Elections italiennes : La Ligue perd le Nord

Le 4 mars prochain, alors qu’en Suisse nous croiserons les doigts en attendant les résultats scellant le sort de la SSR, de l’autre côté des Alpes 51 millions d’électrices et d’électeurs seront appelé-e-s aux urnes pour les élections générales.

À trois semaines d’un scrutin aux nombreuses inconnues j’inaugure une série d’articles traitant des partis en lice, des principaux enjeux et d’anecdotes plus ou moins croustillantes sur une campagne pour le moins animée.

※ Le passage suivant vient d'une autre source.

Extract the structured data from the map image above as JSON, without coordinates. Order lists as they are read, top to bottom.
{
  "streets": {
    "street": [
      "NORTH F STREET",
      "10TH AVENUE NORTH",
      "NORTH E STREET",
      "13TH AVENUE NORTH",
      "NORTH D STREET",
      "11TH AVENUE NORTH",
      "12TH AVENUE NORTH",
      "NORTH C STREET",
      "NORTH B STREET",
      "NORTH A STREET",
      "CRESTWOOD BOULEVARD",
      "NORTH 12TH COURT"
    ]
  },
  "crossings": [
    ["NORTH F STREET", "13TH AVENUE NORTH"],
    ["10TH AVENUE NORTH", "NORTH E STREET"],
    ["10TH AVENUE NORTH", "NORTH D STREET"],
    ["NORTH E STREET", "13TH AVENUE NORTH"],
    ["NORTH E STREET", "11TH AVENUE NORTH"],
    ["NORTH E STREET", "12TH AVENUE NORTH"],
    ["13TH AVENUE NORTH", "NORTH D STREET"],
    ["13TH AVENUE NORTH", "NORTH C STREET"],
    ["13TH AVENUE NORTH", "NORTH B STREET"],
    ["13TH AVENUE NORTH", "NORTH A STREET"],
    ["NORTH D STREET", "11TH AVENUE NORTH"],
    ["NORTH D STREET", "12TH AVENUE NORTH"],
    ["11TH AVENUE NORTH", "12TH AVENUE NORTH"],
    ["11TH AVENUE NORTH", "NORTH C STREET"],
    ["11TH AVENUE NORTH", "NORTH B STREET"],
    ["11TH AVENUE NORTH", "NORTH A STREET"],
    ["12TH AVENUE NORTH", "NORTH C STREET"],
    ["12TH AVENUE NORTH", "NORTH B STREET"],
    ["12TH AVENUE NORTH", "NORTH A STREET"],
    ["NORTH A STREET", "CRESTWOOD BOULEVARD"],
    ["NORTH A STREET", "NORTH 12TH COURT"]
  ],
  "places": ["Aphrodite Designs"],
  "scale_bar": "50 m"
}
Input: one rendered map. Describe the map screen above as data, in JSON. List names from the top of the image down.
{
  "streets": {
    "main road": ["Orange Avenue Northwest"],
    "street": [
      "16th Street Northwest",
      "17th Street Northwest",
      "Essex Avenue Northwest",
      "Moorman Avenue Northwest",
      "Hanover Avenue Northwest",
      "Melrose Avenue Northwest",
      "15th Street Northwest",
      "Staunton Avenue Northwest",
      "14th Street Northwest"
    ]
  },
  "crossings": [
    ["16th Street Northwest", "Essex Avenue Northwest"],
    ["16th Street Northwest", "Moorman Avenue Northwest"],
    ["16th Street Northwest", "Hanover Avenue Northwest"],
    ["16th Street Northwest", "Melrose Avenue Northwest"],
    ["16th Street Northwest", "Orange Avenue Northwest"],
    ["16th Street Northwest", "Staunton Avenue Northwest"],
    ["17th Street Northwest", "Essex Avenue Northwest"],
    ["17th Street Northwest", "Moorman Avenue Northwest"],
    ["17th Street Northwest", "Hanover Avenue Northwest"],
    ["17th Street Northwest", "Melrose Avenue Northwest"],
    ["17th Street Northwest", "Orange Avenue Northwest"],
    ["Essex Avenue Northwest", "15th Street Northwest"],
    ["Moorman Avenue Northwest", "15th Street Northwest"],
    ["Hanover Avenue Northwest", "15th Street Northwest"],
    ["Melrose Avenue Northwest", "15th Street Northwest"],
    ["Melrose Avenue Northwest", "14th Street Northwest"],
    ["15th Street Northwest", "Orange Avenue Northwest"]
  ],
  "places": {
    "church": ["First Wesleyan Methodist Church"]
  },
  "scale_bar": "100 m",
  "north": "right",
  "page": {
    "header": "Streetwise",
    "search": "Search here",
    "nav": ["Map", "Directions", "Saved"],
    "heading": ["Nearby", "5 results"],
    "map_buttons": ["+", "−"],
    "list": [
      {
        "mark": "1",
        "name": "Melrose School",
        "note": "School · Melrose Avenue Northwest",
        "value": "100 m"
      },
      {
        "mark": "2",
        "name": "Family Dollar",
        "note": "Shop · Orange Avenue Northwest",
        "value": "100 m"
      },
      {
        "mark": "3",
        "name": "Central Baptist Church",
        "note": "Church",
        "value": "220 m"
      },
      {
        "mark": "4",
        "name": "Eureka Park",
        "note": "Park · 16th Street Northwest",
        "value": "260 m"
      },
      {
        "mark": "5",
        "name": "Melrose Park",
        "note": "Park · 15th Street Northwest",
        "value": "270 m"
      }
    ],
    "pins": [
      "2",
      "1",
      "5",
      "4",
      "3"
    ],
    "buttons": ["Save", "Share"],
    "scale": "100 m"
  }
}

On commence avec une analyse du spectaculaire processus de transformation qu’a vécu ces dernières années la Ligue jadis “Du Nord”, parti xénophobe et eurosceptique crédité de près de 15% des intentions de vote.

La Ligue du Nord a été fondée en 1989 par la fusion de deux partis régionalistes : le “Ligue lombarde” et la “Ligue de Vénétie”, et s’est structurée dès le départ sur une forte critique de la classe politique italienne, une volonté de sécession des régions du Nord de l’Italie et la personnalité de son leader charismatique, Umberto Bossi , le tout accompagné d’un discours outrancier et xénophobe à l’encontre des habitant-e-s du Sud du pays et des premiers immigrés d’Albanie ou d’Afrique du Nord.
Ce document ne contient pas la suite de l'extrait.